PROVIDED INFORMATION:
Start of Block
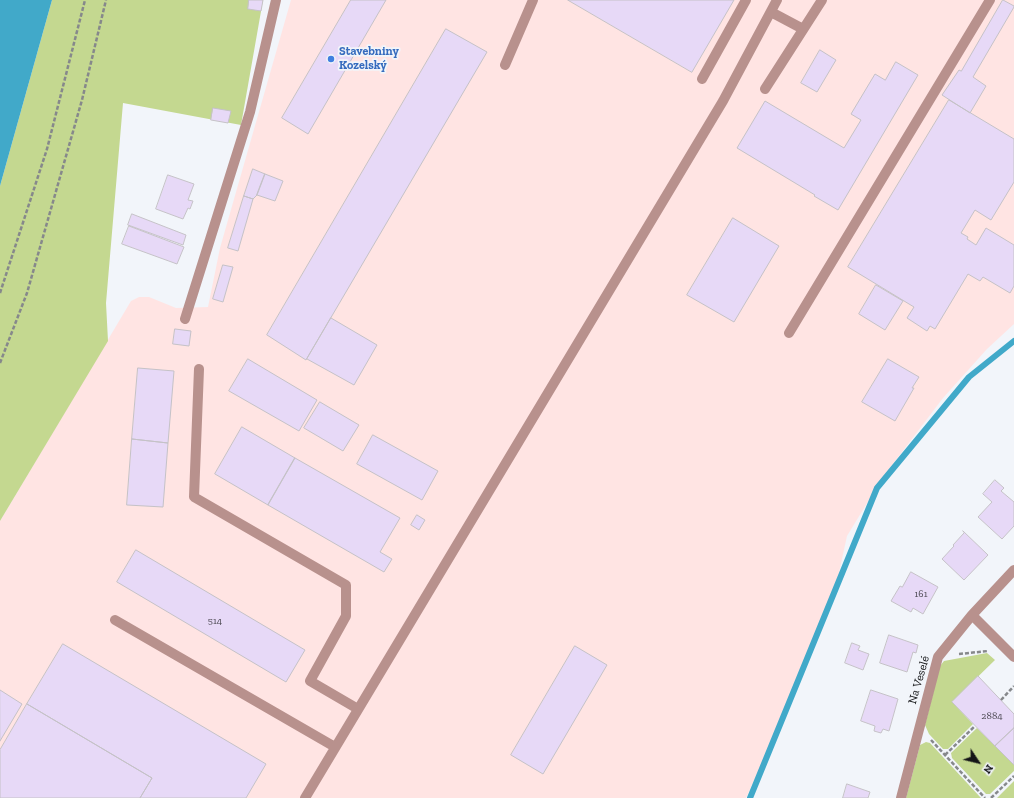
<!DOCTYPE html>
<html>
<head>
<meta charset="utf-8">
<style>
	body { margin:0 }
	#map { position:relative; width:1014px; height:798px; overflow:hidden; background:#f2f5fa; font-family:"Zilla Slab",serif }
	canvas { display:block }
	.north { position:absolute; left:958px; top:742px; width:40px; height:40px; -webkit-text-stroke:3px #f2f5fa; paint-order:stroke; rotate:125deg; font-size:11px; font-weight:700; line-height:16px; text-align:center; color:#141517 }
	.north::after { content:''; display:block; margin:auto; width:14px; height:18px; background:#141517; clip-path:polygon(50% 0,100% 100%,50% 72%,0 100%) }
</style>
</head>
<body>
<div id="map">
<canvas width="1014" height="798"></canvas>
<div class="north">N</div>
</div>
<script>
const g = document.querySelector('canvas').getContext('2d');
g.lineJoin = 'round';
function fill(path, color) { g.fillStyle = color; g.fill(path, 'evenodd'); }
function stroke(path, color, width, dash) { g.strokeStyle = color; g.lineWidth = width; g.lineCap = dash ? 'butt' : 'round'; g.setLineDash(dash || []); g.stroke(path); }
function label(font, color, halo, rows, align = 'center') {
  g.font = font + ' "Zilla Slab",serif'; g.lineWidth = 3.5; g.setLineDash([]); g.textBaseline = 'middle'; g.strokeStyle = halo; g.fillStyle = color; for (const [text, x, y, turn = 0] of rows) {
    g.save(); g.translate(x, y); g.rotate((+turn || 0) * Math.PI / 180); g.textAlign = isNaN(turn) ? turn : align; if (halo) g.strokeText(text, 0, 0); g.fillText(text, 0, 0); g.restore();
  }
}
fill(new Path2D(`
	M 291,0 L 1014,0 L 1014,324 L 987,349 L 943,398 L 883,477 L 847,536 L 833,600 L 809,660 L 746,798 L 0,798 L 0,521 L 131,301 L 139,297 L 149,297 L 176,308 L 208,307 L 220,248 Z`), '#ffe4e3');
fill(new Path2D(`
	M 52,0 L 263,0 L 241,125 L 123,103 L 106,303 L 108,341 L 0,521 L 0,186 Z
	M 987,653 L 995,660 L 952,702 L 973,724 L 948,749 L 943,749 L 929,734 L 925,725 L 940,666 L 944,661 Z
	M 977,728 L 1014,765 L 1014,771 L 990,794 L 986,794 L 952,758 L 951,753 Z
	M 926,742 L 930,743 L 981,798 L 906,798 L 920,745 Z
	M 1014,781 L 1014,798 L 997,798 Z`), '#c4d890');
fill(new Path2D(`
	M 0,0 L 52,0 L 0,186 Z`), '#41a9c9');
stroke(new Path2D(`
	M 750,798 L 877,488 L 969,377 L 1014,341`), '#41a9c9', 6);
const building = new Path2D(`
	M 249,0 L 263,0 L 261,11 L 248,9 Z
	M 351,0 L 386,0 L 308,134 L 282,118 Z
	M 568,0 L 734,0 L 692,72 Z
	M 1003,0 L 1014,6 L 1014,7 L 973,77 L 986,86 L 970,113 L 942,95 L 959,70 L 961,71 Z
	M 446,29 L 487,52 L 306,360 L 267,335 Z
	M 820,50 L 836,60 L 817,92 L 801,83 Z
	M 896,62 L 918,75 L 838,210 L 814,196 L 815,195 L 737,148 L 765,101 L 844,148 L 861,120 L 851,114 L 875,74 L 885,80 Z
	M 949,100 L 1014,139 L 1014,182 L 991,220 L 975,210 L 961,233 L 968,237 L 967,239 L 976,245 L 986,228 L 1014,245 L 1014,286 L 1010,293 L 983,277 L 980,281 L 968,274 L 935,329 L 930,326 L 927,331 L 907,318 L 914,307 L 848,267 Z
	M 213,108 L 231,111 L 228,123 L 211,120 Z
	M 253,169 L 265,174 L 257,195 L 253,199 L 244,196 Z
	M 265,174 L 283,181 L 275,201 L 257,195 Z
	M 168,175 L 194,184 L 188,200 L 193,201 L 190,209 L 188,208 L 183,219 L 156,209 Z
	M 244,196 L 253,199 L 238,251 L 228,248 Z
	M 132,214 L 186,235 L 183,245 L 128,225 Z
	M 733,218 L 779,246 L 734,322 L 687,295 Z
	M 129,226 L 184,247 L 177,264 L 122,244 Z
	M 223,265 L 233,267 L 223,302 L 213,299 Z
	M 876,285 L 903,301 L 885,330 L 859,314 Z
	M 331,318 L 377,345 L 354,385 L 307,359 Z
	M 175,329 L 191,331 L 189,346 L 173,344 Z
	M 248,359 L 317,400 L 299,431 L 229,391 Z
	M 888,359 L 919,377 L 912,388 L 914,388 L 895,421 L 862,402 Z
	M 138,368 L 174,371 L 168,443 L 132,439 Z
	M 320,402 L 359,425 L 343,451 L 304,428 Z
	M 242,427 L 295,458 L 268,505 L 215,474 Z
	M 373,435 L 438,471 L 422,500 L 357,464 Z
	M 132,439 L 168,443 L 163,507 L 127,505 Z
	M 295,458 L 400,518 L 380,552 L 392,559 L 384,572 L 268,505 Z
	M 995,480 L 1004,488 L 1001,491 L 1014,502 L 1014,526 L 1002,539 L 978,517 L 992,502 L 983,494 Z
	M 417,515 L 425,520 L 419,530 L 411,525 Z
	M 963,531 L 988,555 L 964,580 L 942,559 L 954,546 L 953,545 L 964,533 Z
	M 136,550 L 305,650 L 286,682 L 117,582 Z
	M 911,572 L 938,587 L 923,614 L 913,608 L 911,612 L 891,601 L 900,586 L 902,587 Z
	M 889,635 L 918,645 L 916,653 L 913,652 L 907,672 L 880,663 Z
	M 852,643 L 860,646 L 858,650 L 869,654 L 863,670 L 845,663 Z
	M 63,644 L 266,764 L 246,798 L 140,798 L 152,778 L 27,704 Z
	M 575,646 L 607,665 L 543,774 L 511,755 Z
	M 978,676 L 1014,714 L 1014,728 L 995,746 L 952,702 Z
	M 0,690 L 22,704 L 0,741 Z
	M 871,690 L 898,699 L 889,731 L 883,729 L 881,733 L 874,731 L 875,726 L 861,721 Z
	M 27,704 L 152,778 L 140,798 L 0,798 L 0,750 Z
	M 1014,728 L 1014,765 L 995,746 Z
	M 847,784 L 870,792 L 868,798 L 843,798 Z`);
fill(building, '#e7d9f7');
stroke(building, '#c5c2c7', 1);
stroke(new Path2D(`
	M 0,293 L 47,149 L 85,0
	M 0,363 L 27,293 L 82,100 L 106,0
	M 959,654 L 988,651
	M 1001,700 L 1014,686
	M 931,740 L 985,798
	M 945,755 L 975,726
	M 991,798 L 1014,776`), '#86888b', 2.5, [4, 2]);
stroke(new Path2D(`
	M 771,12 L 803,29
	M 505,65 L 533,0
	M 702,79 L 746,0
	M 765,89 L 822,0
	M 185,319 L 250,112 L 276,0
	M 789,333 L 990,0
	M 199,369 L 194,497 L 346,585 L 346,616 L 310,681 L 358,709
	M 972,615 L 1014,657
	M 115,620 L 335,747
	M 305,798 L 723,101 L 777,0
	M 901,798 L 938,657 L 972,615 L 1014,570`), '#b8918d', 10);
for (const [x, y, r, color] of [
	[331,59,4,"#3f7fe0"]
]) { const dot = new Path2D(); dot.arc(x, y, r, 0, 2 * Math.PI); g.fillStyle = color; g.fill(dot); stroke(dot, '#f2f5fa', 1.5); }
label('10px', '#49464f', null, [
	["161",921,594],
	["514",215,621],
	["2884",992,716]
]);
label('bold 12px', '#366cbe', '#f2f5fa', [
	["Stavebniny",339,52],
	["Kozelský",339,66]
], 'left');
label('12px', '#141517', '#f2f5fa', [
	["Na Veselé",919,680,-74]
]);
</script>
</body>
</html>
End of Block
WHAT THE EXERCISE ASKS: Please write out, exactly as they appear, the lines from the one containing "M 0,690 L 22,704 L 0,741 Z" through the last line of the records above, and nothing more.

OUTPUT OF THE EXERCISE:
	M 0,690 L 22,704 L 0,741 Z
	M 871,690 L 898,699 L 889,731 L 883,729 L 881,733 L 874,731 L 875,726 L 861,721 Z
	M 27,704 L 152,778 L 140,798 L 0,798 L 0,750 Z
	M 1014,728 L 1014,765 L 995,746 Z
	M 847,784 L 870,792 L 868,798 L 843,798 Z`);
fill(building, '#e7d9f7');
stroke(building, '#c5c2c7', 1);
stroke(new Path2D(`
	M 0,293 L 47,149 L 85,0
	M 0,363 L 27,293 L 82,100 L 106,0
	M 959,654 L 988,651
	M 1001,700 L 1014,686
	M 931,740 L 985,798
	M 945,755 L 975,726
	M 991,798 L 1014,776`), '#86888b', 2.5, [4, 2]);
stroke(new Path2D(`
	M 771,12 L 803,29
	M 505,65 L 533,0
	M 702,79 L 746,0
	M 765,89 L 822,0
	M 185,319 L 250,112 L 276,0
	M 789,333 L 990,0
	M 199,369 L 194,497 L 346,585 L 346,616 L 310,681 L 358,709
	M 972,615 L 1014,657
	M 115,620 L 335,747
	M 305,798 L 723,101 L 777,0
	M 901,798 L 938,657 L 972,615 L 1014,570`), '#b8918d', 10);
for (const [x, y, r, color] of [
	[331,59,4,"#3f7fe0"]
]) { const dot = new Path2D(); dot.arc(x, y, r, 0, 2 * Math.PI); g.fillStyle = color; g.fill(dot); stroke(dot, '#f2f5fa', 1.5); }
label('10px', '#49464f', null, [
	["161",921,594],
	["514",215,621],
	["2884",992,716]
]);
label('bold 12px', '#366cbe', '#f2f5fa', [
	["Stavebniny",339,52],
	["Kozelský",339,66]
], 'left');
label('12px', '#141517', '#f2f5fa', [
	["Na Veselé",919,680,-74]
]);
</script>
</body>
</html>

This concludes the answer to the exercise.